Prompt: Going through the material below, please gather all lines with the word "path" in them.
··········
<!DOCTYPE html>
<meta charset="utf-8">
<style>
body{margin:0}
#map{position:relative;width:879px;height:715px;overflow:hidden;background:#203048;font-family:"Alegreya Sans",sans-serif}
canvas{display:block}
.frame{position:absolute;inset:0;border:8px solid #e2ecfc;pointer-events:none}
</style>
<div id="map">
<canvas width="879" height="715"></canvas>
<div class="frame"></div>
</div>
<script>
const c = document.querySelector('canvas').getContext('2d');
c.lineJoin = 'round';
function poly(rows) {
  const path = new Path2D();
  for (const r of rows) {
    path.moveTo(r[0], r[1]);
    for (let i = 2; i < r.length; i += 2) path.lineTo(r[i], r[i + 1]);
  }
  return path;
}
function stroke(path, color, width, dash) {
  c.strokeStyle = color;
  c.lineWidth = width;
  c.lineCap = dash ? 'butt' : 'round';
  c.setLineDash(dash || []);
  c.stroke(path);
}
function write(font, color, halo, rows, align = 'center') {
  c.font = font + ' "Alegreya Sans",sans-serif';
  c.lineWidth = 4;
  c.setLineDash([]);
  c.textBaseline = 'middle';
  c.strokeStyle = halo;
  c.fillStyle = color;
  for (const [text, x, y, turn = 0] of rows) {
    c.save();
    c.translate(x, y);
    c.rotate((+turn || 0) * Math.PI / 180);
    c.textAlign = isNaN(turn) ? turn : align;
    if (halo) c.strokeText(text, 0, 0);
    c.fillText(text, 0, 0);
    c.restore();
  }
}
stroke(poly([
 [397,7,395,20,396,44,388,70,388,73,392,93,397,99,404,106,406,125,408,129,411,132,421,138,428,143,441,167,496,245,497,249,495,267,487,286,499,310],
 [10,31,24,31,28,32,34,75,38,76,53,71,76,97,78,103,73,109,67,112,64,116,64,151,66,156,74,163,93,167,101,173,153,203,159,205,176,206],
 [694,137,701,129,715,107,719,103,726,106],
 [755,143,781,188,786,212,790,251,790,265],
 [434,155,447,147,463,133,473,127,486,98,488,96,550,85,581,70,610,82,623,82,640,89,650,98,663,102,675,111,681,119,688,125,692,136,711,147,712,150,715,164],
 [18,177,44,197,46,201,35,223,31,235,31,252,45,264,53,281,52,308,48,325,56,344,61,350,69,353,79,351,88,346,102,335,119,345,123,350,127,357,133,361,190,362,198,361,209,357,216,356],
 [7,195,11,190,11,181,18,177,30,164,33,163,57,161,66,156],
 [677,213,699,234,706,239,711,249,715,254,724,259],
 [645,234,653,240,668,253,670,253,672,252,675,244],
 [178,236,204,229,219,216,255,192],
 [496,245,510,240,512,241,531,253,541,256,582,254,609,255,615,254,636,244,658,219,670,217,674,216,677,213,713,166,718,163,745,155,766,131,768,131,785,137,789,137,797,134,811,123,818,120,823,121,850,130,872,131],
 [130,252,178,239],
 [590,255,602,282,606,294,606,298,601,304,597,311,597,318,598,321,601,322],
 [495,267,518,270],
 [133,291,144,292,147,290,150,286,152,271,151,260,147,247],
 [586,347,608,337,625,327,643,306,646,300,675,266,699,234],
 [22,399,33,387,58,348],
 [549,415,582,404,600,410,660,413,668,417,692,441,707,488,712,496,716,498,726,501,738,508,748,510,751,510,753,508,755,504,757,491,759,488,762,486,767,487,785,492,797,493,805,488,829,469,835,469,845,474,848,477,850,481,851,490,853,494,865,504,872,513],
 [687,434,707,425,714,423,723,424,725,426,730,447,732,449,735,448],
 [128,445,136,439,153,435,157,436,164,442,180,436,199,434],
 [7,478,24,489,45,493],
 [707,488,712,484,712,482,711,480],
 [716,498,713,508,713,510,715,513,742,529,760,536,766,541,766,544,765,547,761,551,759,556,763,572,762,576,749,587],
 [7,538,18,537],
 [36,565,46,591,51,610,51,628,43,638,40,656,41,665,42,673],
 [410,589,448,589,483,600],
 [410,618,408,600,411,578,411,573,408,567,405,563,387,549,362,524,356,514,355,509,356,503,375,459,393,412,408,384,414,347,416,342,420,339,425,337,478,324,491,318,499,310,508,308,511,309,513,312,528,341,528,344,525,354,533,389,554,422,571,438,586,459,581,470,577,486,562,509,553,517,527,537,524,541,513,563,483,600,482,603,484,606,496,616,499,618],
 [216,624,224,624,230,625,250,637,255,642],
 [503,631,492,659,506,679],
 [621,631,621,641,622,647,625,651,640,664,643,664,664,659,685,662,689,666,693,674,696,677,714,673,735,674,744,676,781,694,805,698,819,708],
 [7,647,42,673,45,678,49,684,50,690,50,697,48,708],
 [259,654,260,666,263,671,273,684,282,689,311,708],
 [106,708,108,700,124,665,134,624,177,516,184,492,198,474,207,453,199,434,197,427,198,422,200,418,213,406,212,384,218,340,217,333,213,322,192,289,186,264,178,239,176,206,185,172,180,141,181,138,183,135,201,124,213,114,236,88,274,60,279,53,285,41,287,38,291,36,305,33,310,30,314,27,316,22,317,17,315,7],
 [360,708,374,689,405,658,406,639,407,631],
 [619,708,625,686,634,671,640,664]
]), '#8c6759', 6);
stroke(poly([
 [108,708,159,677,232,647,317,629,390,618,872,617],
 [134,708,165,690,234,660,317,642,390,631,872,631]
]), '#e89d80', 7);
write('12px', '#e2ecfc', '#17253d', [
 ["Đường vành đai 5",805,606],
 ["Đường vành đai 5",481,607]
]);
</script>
··········
Answer to this problem:
  const path = new Path2D();
    path.moveTo(r[0], r[1]);
    for (let i = 2; i < r.length; i += 2) path.lineTo(r[i], r[i + 1]);
  return path;
function stroke(path, color, width, dash) {
  c.stroke(path);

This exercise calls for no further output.